DATASET EXTRACT

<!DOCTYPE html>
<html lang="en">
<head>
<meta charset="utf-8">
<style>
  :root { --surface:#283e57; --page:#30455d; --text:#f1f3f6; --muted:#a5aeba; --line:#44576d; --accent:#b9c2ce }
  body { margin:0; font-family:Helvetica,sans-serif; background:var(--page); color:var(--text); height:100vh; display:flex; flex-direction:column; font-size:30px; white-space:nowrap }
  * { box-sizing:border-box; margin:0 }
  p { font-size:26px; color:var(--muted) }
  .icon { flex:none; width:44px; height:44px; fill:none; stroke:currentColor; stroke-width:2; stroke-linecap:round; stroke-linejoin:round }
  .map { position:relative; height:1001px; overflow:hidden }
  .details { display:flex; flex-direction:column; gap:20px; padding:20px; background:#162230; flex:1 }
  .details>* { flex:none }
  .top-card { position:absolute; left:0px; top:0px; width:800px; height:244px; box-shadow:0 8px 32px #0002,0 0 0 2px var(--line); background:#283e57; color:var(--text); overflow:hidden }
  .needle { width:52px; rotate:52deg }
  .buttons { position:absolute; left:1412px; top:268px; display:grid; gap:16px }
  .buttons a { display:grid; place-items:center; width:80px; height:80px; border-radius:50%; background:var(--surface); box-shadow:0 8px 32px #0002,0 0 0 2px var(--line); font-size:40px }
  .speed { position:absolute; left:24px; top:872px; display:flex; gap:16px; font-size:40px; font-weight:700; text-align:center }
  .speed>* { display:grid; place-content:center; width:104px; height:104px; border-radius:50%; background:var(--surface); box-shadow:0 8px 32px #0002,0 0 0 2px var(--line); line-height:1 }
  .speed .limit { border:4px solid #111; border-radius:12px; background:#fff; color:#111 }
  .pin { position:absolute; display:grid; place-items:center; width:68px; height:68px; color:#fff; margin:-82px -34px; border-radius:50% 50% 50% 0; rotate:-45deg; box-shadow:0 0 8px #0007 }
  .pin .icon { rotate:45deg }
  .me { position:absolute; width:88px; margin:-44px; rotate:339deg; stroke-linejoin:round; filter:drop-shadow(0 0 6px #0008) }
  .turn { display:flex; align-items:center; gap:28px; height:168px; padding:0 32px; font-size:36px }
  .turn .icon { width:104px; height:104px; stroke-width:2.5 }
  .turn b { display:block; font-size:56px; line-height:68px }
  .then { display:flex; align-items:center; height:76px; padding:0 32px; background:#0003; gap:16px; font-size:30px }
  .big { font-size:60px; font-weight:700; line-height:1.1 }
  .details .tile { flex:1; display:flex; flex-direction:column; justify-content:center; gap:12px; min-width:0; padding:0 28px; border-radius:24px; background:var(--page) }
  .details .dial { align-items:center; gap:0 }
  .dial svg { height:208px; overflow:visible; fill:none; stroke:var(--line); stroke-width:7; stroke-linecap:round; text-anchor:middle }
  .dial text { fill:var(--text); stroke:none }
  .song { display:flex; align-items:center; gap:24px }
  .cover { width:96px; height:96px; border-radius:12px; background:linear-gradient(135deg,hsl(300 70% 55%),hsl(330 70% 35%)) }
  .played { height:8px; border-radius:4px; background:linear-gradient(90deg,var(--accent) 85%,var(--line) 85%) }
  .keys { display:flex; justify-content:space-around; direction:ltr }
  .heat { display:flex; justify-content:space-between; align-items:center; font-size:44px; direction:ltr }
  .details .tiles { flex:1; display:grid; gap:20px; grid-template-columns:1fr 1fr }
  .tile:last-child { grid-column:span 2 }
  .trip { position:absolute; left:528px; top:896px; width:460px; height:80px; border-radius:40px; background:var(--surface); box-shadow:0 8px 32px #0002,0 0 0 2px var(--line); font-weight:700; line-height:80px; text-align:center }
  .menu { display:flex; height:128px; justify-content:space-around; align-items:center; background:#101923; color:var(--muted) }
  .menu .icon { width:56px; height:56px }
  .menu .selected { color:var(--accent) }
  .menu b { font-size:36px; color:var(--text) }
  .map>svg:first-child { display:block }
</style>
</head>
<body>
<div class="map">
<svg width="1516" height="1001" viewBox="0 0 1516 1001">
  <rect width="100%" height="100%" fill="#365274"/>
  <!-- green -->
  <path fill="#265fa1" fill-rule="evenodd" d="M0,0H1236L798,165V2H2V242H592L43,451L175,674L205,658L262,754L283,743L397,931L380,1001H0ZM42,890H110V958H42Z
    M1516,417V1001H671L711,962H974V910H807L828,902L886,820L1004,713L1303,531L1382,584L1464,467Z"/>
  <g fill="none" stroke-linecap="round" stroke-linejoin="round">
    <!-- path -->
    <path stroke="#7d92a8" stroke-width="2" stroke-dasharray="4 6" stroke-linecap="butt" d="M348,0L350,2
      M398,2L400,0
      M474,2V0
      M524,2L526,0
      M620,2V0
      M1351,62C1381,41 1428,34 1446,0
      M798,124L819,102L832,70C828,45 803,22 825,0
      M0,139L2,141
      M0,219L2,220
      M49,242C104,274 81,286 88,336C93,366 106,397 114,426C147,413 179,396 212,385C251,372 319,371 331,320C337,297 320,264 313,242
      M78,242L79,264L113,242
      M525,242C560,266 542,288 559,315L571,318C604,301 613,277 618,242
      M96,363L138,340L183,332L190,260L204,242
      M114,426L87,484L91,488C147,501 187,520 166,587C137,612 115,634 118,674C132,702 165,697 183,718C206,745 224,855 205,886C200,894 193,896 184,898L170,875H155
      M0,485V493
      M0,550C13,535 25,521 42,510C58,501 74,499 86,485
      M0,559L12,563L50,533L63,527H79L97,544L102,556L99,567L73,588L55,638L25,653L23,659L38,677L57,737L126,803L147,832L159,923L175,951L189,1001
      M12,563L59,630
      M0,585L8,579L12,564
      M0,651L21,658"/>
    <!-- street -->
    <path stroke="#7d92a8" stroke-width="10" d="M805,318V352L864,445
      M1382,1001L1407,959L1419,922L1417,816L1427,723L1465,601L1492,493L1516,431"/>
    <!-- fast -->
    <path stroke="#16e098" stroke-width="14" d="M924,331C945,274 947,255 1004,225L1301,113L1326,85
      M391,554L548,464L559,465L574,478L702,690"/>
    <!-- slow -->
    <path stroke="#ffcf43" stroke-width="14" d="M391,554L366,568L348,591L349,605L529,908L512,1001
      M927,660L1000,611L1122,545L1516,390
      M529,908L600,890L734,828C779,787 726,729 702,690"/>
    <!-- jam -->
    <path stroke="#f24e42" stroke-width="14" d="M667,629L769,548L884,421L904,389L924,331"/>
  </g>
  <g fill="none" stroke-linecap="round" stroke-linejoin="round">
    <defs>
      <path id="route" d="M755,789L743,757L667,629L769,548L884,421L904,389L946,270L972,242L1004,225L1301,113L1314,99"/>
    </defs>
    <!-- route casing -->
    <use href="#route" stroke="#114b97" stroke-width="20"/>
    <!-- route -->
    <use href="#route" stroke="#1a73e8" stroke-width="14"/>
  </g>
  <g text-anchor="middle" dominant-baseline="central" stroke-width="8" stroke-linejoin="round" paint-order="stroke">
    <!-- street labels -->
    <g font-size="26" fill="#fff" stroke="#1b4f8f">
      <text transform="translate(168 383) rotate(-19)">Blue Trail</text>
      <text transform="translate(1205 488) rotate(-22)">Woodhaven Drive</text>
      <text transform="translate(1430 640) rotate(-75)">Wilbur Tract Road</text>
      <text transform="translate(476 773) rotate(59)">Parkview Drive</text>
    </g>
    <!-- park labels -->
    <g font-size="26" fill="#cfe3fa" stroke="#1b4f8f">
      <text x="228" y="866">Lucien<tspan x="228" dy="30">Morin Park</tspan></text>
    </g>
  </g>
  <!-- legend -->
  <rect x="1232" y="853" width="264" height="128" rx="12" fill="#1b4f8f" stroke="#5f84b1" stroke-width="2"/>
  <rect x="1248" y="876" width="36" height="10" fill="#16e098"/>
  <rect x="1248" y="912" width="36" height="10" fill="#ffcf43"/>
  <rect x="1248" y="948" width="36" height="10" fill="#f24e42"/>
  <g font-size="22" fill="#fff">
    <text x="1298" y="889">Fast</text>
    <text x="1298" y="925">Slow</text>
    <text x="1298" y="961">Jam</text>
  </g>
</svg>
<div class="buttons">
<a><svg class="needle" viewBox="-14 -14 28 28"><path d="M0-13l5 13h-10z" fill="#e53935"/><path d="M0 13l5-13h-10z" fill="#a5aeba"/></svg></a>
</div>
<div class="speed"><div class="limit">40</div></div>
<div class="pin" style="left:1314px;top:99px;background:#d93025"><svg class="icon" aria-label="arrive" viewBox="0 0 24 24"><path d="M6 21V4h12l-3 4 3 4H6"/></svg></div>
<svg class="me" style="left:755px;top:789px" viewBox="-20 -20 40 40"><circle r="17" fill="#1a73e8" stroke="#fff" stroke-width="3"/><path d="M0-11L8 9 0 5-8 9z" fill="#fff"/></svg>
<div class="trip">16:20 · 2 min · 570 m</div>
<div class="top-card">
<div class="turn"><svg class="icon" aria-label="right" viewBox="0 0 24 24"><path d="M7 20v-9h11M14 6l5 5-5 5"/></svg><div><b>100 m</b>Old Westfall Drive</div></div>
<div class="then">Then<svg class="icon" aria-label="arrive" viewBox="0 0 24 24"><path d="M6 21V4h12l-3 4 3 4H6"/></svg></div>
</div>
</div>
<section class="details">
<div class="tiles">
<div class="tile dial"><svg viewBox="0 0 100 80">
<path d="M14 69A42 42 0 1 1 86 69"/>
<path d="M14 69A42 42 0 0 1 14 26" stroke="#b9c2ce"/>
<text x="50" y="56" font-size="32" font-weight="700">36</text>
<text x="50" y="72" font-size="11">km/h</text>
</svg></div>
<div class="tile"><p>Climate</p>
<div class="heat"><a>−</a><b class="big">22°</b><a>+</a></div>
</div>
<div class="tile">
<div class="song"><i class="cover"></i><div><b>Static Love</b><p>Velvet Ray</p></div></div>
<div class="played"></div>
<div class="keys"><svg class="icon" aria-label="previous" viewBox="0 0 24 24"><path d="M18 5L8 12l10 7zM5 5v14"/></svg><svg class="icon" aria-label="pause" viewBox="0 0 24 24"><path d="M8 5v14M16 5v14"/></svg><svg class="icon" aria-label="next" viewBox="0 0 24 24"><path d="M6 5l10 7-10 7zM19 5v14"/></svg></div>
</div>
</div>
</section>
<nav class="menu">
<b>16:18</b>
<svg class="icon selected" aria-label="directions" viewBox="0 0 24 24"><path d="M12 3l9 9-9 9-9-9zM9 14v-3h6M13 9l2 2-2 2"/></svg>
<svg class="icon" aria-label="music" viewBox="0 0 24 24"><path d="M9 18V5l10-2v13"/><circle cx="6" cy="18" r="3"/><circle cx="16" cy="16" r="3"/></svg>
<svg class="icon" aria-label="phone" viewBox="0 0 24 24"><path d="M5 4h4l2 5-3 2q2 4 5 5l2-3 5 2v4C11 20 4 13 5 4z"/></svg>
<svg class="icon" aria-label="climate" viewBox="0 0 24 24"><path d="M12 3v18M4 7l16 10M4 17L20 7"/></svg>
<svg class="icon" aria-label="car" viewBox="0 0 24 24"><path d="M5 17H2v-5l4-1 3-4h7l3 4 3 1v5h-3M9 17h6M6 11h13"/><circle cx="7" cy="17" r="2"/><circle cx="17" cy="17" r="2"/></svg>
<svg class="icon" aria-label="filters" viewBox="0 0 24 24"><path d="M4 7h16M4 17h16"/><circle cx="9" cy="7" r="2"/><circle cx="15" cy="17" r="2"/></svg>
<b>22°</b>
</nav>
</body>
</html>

PROBLEM REQUIREMENTS
Say how many lines of the listing above include the word "heat", and give no other text.

EXERCISE ANSWER
2